In light of these events, Santander decided to close the exhibition on September 10. The bank released a statement apologizing and stating that "we have heard the demonstrations and understand that some of the works in the Queermuseu exhibition disrespected symbols, beliefs and people, which is not in line with our worldview." The exhibition's curator, Gaudêncio Fidélis, said that he was not informed before the announcement of the early closure of the exhibition and that he learned about the matter through Facebook. LGBTQ NGOs stated their intention to hold a protest in front of Santander Cultural, in addition to issuing a statement of repudiation of the cancellation of the exhibition.

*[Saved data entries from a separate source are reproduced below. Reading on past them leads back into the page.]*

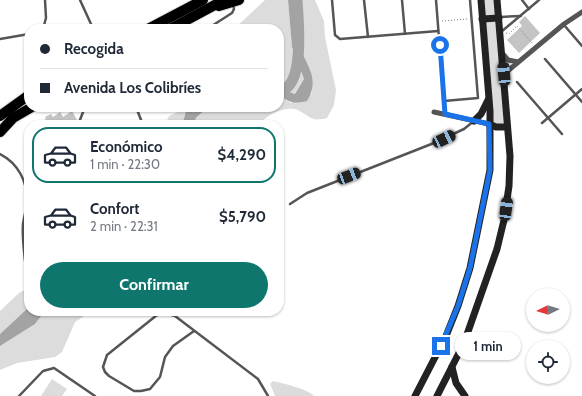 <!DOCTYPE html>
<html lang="es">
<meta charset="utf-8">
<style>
:root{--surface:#fff;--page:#f2f2f3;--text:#1f2937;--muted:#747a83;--line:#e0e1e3;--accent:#0f766e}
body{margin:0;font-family:Cabin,sans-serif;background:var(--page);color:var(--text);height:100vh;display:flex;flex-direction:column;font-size:15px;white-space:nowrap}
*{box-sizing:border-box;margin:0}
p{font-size:13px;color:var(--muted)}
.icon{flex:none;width:22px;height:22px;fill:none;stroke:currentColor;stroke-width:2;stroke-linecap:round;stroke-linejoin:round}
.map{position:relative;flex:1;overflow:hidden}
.sheet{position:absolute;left:24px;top:120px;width:260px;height:196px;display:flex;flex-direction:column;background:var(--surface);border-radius:16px;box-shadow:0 1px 3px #0004}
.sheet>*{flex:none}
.guide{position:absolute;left:24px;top:24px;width:260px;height:88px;border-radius:16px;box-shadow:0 1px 3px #0004;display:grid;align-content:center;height:88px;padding:0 16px;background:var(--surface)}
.needle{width:26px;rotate:265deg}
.buttons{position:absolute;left:526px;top:288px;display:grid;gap:8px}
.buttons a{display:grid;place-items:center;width:44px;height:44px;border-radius:50%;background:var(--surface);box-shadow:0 1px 3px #0004;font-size:20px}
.end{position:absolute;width:18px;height:18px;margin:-9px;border:5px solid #1a73e8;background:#fff;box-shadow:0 0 0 2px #fff}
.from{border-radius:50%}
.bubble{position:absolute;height:28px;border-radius:14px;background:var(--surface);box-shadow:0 1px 3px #0004;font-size:13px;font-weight:700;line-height:28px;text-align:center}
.car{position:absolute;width:12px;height:24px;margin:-12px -6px;border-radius:5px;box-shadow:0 0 3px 1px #0007;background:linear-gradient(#222 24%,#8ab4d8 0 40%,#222 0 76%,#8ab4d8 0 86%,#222 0)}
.guide b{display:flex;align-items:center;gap:14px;height:38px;font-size:15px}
.guide b+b{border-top:1px solid var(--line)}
.guide i{width:10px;height:10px;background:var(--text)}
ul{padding:7px 0 0;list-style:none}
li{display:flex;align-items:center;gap:12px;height:56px;margin:0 8px 6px;padding:0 8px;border:2px solid transparent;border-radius:16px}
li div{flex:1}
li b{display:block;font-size:15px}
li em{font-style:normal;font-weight:700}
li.current{border-color:var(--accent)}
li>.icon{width:36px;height:36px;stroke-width:1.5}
.cta{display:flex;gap:8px;margin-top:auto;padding:8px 16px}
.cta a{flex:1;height:46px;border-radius:24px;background:var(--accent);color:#fff;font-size:16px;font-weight:700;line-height:46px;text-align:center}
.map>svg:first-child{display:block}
.green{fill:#dcdcdc}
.water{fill:#a3a3a3}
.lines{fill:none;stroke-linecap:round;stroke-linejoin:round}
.river{stroke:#a3a3a3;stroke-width:11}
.building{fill:#c4c4c4}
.highway-casing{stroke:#dbdbdb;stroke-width:12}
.path{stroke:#777;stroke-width:1;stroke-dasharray:1 2;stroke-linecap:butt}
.lane{stroke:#555;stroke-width:2.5}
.street{stroke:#555;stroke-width:5}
.secondary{stroke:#222;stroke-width:7}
.highway{stroke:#000;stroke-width:10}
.route{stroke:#1a73e8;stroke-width:5}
</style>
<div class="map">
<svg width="582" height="396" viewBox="0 0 582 396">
<rect width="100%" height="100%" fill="#fff"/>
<!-- green -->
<g class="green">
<polygon points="265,0 288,0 292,47 304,79 295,94 283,90 279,86 279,29 234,29"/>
<path d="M 293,0 L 315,0 L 324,21 L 325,37 L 336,90 L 334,105 L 327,118 C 311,122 311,117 298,110 C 285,105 266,115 259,125 L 188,125 L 208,107 L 279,107 L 279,95 L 291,103 L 312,93 L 297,37 Z"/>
<polygon points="481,0 497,0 507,127 492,126"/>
<polygon points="180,107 196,107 179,125 165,125 169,116 178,112"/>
<polygon points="26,289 29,289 29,307 0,334 0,311 19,293"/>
<polygon points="45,311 92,311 75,322 62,352 55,357 17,363 0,370 0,346 35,324"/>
<polygon points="52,379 67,389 62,396 41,396"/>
<path d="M 273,381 C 282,383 308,389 314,396 L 275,396 L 270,384 Z"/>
</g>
<!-- water -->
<g class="water">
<path d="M 288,0 L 293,0 C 293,12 294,26 297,37 C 301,61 323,76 307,101 C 292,104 291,103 279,95 L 279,86 L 284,90 L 295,94 L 304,79 L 292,47 Z"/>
<polygon points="196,107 208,107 188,125 179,125"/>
<polygon points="29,307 29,311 45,311 35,324 0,346 0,334"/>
</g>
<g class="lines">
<!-- river -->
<g class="river">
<path d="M 279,87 L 283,90 C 305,81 298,19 297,0"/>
<polyline points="188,125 193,107"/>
</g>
</g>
<!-- building -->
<g class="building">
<polygon points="525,16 540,33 519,53 507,40 522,26 519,22"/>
<polygon points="72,111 77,120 71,125 44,125 42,121 46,119 45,117 51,114 53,117 60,112 63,117"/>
</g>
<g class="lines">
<!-- highway casing -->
<g class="highway-casing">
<g id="highway">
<polyline points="219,6 239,0"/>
<polyline points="148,29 203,0"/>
<polyline points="170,29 224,0"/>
<polyline points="0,116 29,95"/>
<polyline points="0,132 13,118 32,107"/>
</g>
</g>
<!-- path -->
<g class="path">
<polyline points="442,21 467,19"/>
<polyline points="506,33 509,34 517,26 533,44"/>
</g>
<!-- lane -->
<g class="lane">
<polyline points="80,0 91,24"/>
<polyline points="332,0 335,35 340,39 438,31"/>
<polyline points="364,0 368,37"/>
<polyline points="402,0 405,34"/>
<polyline points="436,0 445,114"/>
<polyline points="522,0 529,9"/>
<polyline points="500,17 521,16"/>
<polyline points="564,25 582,46"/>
<polyline points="43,29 46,18 45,0"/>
<polyline points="207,29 232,13 234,9 233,5"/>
<polyline points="501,32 539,0"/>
<polyline points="0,39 29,34"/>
<polyline points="545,59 582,102"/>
<polyline points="517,82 562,134"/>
<polyline points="444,101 478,98 470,0"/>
<polyline points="136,107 143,125"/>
<polyline points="542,123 582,89"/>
<polyline points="78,125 85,107"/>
<path d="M 0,154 C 18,163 28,182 27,203 C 26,210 24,217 23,224 C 22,237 24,249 25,261"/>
<polyline points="290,204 307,193 434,143 464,129 474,121"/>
<polyline points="194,331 173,346 165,357 160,377 150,389 141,391 134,391 109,376 105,372 103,367 107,355 157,315 168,314 175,316 258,379 268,396"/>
<polyline points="19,396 43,371 54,368 95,396"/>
</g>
<!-- street -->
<g class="street">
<polyline points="502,53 508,60 518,62"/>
<polyline points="504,74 564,24 582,12"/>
<polyline points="434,112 489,124"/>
</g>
<!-- secondary -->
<g class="secondary">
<polyline points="482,19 499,18"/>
<polyline points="474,121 481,114 488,100"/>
<polyline points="489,124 496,127 507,127"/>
<polyline points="452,367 456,383 465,396"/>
<polyline points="415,396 446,336 458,306 470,268 490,170 490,111 481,0"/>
<polyline points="437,396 464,343 497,249 504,220 509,186 510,156 497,0"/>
</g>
<!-- highway -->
<use href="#highway" class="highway"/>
</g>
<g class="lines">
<!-- route -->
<polyline class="route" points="440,45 445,114 489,124 490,170 470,268 458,306 441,346"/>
</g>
</svg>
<div class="buttons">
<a><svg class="needle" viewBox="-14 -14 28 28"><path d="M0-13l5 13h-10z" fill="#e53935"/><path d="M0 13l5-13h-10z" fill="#747a83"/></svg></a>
<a><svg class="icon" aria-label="locate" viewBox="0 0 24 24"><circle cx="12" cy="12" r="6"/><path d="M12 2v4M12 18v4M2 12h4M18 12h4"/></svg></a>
</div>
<i class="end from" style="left:440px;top:45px"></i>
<i class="end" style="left:441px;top:346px"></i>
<div class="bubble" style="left:455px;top:332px;width:66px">1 min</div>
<i class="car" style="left:504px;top:74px;rotate:355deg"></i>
<i class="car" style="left:444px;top:139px;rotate:65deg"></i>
<i class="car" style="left:349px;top:176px;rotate:69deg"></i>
<i class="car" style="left:506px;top:209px;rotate:8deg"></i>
<div class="guide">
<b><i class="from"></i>Recogida</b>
<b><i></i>Avenida Los Colibríes</b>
</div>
<section class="sheet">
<ul>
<li class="current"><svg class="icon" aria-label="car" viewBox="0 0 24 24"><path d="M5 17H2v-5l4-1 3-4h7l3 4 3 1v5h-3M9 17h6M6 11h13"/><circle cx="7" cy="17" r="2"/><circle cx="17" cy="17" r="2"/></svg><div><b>Económico</b><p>1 min · 22:30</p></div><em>$4,290</em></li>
<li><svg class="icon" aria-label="car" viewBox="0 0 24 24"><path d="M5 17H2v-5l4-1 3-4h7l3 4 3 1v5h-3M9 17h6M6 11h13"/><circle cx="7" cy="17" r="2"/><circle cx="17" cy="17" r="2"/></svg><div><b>Confort</b><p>2 min · 22:31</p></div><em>$5,790</em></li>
</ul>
<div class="cta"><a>Confirmar</a></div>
</section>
</div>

To explain the accusations against Queermuseu, Gaudêncio Fidelis was forcibly summoned to testify before the Federal Senate by Senator Magno Malta (PR-ES), president of the Parliamentary Commission of Inquiry into Child Abuse. In his testimony, Fidelis dismissed any connection between the CPI and the exhibition and stated that the accusations of pedophilia, zoophilia, and blasphemy were defamatory because they selected only five of the 263 works that comprised the exhibition. Gaudêncio emphasized that the accusations removed the works from their artistic contexts and distorted their original meanings. The rapporteur of the CPI, Senator José Medeiros (Pode-MT), presented one of the works used in the accusations against the exhibition, asking if it was part of Queermuseu. Gaudêncio confirmed that it was not part of Queermuseu and highlighted that this and numerous other artistic works that did not participate in the exhibition were used to defame Queermuseu. He explained that the distortion of the concept of Lygia Clark's work, The I and the You, began during an interview in Porto Alegre, when accusations of pedophilia were made by a coordinator of the MBL and caused deep embarrassment to the artist's son.

== Works ==
One of the works in the exhibition, Cena do Interior II, by artist Adriana Varejão, was accused of promoting zoophilia by depicting two male figures with a goat. Adriana states:

This is an adult work made for adults. The painting is a compilation of existing sexual practices, some historical (such as shunga, classic erotic images of Japanese folk art) and others based on literary narratives or collected during travels through Brazil. The work does not aim to judge these practices. As an artist, I only seek to shed light on things that often exist hidden. It is an aspect of my work, adult reflection.

== Legacy ==
Following the controversy surrounding the cancellation of the exhibition, Santander Cultural, in agreement with the Public Prosecutor's Office, paid a fine of R$420,000. Half of this amount was allocated to the "Eu Sou Cultura" grant program, focused on projects related to human rights. Among these, the Associação Chico Lisboa launched the "Mostra Fora da Margem: Panorama Subjetividades Queer" in 2021, an exhibition featuring LGBTQ artists in response to the closure of the Queermuseu.

The fine money was also used to fund the Porto Alegre Pride Parade for the following three years.